**DATA FOR THIS EXERCISE**

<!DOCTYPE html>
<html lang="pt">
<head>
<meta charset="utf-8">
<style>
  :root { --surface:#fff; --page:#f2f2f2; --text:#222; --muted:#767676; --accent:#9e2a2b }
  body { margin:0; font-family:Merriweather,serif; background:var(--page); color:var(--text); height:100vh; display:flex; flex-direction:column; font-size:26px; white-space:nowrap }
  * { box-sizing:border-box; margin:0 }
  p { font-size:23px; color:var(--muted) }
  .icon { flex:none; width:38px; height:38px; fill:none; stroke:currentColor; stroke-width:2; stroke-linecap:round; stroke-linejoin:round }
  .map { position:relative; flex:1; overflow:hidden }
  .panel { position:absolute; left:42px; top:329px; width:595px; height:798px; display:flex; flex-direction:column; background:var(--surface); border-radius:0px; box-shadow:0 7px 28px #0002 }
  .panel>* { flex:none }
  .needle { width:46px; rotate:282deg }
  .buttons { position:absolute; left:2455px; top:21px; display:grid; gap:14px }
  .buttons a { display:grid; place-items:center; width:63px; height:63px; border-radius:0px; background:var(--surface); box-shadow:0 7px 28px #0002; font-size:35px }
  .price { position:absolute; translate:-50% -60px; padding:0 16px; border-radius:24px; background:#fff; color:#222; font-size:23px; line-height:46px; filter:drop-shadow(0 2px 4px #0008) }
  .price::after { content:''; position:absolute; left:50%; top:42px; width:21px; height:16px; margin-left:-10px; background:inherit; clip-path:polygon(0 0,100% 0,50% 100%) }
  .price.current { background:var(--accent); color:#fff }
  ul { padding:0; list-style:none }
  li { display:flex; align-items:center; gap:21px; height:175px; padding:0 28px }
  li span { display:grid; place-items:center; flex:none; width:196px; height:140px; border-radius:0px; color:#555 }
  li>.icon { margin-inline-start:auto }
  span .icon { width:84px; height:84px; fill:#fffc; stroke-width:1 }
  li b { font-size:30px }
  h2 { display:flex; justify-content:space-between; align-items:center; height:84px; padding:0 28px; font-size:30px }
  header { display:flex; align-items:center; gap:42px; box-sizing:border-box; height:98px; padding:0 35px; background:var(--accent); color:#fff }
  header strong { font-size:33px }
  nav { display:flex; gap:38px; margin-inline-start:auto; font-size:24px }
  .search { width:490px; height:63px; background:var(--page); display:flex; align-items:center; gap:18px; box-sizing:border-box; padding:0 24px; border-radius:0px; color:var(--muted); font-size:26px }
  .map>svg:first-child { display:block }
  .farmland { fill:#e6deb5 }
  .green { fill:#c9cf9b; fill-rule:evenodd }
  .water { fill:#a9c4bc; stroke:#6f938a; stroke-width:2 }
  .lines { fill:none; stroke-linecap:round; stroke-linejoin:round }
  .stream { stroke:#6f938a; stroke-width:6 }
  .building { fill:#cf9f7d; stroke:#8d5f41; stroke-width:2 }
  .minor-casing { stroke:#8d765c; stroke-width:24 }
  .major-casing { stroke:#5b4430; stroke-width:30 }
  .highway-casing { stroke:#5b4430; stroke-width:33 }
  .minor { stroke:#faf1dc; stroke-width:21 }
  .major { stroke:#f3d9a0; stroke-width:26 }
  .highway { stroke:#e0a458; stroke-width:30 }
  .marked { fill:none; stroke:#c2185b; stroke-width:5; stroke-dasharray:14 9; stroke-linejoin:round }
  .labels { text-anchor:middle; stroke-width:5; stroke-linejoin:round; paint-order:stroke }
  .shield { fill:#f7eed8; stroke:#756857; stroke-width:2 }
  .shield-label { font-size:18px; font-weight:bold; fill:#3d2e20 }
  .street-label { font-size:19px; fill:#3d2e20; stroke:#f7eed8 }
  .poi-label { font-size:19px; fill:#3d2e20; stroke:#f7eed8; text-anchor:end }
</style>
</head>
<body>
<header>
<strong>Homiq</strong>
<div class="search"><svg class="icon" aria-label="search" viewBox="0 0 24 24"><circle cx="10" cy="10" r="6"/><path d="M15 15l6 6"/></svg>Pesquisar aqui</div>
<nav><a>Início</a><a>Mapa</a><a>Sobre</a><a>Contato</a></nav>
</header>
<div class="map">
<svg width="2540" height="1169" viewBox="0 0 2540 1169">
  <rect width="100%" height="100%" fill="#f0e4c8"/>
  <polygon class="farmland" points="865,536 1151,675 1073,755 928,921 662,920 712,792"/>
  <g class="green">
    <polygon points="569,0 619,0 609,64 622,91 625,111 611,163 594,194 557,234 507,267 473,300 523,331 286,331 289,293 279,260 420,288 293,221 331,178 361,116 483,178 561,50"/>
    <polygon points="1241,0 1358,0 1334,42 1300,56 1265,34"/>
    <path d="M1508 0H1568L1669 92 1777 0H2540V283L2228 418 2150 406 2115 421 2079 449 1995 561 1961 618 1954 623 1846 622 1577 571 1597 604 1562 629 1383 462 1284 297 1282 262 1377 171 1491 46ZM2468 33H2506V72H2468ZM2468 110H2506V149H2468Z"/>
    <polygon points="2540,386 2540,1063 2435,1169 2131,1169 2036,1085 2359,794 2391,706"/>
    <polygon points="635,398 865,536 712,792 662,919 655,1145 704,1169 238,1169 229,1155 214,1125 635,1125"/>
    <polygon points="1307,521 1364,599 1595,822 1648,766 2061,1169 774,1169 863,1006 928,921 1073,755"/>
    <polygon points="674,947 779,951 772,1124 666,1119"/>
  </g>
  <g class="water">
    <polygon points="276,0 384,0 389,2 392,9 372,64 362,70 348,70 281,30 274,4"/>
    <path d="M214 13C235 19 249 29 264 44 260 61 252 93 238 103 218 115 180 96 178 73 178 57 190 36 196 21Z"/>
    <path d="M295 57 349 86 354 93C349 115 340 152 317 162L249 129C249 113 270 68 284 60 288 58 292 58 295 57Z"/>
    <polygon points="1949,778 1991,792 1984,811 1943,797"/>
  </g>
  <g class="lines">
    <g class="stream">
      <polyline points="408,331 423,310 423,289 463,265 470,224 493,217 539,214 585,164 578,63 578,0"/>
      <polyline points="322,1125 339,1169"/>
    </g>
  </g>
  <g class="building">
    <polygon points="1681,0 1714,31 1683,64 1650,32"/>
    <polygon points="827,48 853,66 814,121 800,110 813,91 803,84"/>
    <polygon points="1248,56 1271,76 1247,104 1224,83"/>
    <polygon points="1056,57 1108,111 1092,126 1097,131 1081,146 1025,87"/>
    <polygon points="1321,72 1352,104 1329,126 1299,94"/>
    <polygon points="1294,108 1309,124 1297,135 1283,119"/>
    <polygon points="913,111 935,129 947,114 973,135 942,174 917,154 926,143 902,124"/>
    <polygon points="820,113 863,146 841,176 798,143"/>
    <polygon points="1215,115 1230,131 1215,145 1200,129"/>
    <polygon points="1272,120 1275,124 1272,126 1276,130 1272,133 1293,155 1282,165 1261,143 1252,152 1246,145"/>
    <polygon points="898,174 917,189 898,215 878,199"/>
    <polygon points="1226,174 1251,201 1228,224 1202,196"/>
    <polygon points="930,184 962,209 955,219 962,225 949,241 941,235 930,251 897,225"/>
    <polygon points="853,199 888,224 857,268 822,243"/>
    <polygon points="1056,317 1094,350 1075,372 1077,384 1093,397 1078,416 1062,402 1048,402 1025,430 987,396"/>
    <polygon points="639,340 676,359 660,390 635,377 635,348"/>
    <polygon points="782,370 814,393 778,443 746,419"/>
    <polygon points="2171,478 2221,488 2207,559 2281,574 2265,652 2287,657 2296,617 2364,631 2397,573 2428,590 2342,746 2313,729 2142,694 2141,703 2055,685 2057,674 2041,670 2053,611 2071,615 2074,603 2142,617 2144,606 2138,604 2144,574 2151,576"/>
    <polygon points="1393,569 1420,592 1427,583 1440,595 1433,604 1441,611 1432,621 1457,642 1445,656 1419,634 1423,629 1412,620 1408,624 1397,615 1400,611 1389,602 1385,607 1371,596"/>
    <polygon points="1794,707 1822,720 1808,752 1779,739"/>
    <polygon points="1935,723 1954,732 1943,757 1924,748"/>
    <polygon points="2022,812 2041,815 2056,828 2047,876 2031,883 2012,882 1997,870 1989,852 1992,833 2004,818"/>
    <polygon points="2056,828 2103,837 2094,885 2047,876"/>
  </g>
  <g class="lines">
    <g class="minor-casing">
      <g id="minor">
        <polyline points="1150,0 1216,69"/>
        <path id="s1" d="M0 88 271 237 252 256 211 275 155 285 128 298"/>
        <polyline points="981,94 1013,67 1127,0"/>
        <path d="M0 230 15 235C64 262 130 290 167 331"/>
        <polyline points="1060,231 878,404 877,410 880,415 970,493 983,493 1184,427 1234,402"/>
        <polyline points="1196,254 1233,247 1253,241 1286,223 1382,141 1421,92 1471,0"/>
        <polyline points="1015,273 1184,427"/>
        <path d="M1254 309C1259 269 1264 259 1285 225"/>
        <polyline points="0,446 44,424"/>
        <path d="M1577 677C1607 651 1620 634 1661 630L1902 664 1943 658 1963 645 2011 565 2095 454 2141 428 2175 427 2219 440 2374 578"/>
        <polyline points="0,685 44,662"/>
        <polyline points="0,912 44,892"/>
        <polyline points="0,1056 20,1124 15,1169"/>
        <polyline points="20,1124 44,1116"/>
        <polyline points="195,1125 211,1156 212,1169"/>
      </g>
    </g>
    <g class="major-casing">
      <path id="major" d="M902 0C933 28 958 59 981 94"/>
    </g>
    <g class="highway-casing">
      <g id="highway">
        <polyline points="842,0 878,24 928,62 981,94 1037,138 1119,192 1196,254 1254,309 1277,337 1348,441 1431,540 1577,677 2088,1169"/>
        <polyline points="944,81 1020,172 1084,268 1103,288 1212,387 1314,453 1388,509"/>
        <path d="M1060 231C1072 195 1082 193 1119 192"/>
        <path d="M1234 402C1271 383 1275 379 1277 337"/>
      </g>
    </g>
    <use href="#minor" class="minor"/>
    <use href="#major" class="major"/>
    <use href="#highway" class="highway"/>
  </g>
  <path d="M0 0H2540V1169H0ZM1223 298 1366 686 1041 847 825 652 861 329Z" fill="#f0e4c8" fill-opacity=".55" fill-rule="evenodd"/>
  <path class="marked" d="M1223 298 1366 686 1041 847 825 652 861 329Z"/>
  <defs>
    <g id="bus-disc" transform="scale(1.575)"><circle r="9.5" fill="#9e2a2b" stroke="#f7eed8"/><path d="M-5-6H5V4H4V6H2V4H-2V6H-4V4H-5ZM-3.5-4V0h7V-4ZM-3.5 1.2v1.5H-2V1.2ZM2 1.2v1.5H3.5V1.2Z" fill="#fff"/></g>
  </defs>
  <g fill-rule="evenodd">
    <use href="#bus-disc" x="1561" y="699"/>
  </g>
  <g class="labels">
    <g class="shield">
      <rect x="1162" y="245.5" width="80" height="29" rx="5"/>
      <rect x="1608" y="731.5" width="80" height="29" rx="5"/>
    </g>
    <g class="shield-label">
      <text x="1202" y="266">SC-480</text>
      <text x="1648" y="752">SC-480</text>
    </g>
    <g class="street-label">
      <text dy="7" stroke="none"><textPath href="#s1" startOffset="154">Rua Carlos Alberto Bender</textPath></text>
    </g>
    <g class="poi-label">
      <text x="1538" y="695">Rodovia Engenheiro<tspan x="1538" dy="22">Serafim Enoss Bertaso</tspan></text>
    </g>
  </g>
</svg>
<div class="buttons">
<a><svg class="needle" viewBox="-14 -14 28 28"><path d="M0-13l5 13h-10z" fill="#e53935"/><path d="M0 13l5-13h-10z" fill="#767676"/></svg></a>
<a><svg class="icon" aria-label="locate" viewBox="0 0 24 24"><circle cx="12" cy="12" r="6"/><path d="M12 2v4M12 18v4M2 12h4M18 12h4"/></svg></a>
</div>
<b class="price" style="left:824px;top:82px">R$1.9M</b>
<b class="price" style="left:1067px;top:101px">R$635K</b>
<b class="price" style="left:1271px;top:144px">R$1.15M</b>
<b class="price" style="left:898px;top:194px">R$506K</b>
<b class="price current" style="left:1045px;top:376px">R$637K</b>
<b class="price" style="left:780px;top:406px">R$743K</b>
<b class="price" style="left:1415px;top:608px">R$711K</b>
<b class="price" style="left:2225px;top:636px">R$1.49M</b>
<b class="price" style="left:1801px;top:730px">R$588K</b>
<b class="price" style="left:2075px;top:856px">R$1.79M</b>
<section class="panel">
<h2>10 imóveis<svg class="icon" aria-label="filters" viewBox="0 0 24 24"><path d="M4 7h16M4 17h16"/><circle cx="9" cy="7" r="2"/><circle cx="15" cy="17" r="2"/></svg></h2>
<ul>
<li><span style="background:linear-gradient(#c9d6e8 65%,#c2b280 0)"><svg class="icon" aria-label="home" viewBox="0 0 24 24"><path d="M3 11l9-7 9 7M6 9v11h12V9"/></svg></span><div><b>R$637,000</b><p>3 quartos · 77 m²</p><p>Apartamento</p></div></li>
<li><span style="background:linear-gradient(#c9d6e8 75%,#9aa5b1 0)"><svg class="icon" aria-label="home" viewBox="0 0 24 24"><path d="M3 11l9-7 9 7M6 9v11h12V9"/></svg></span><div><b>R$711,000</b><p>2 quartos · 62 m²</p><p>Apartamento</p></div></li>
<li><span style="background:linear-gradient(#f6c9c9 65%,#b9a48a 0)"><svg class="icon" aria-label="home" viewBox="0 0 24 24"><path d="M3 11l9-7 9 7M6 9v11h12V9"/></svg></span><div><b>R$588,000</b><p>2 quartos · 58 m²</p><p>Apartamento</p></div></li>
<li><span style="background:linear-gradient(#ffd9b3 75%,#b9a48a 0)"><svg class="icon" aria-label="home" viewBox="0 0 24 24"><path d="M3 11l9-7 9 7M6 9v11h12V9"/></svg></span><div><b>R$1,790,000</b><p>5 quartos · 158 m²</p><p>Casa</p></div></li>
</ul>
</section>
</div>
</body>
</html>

**ACTIVITY**
Your task is to list each line of the records with the word "direction".

**SOLUTION FOR THIS PROBLEM**
  body { margin:0; font-family:Merriweather,serif; background:var(--page); color:var(--text); height:100vh; display:flex; flex-direction:column; font-size:26px; white-space:nowrap }
  .panel { position:absolute; left:42px; top:329px; width:595px; height:798px; display:flex; flex-direction:column; background:var(--surface); border-radius:0px; box-shadow:0 7px 28px #0002 }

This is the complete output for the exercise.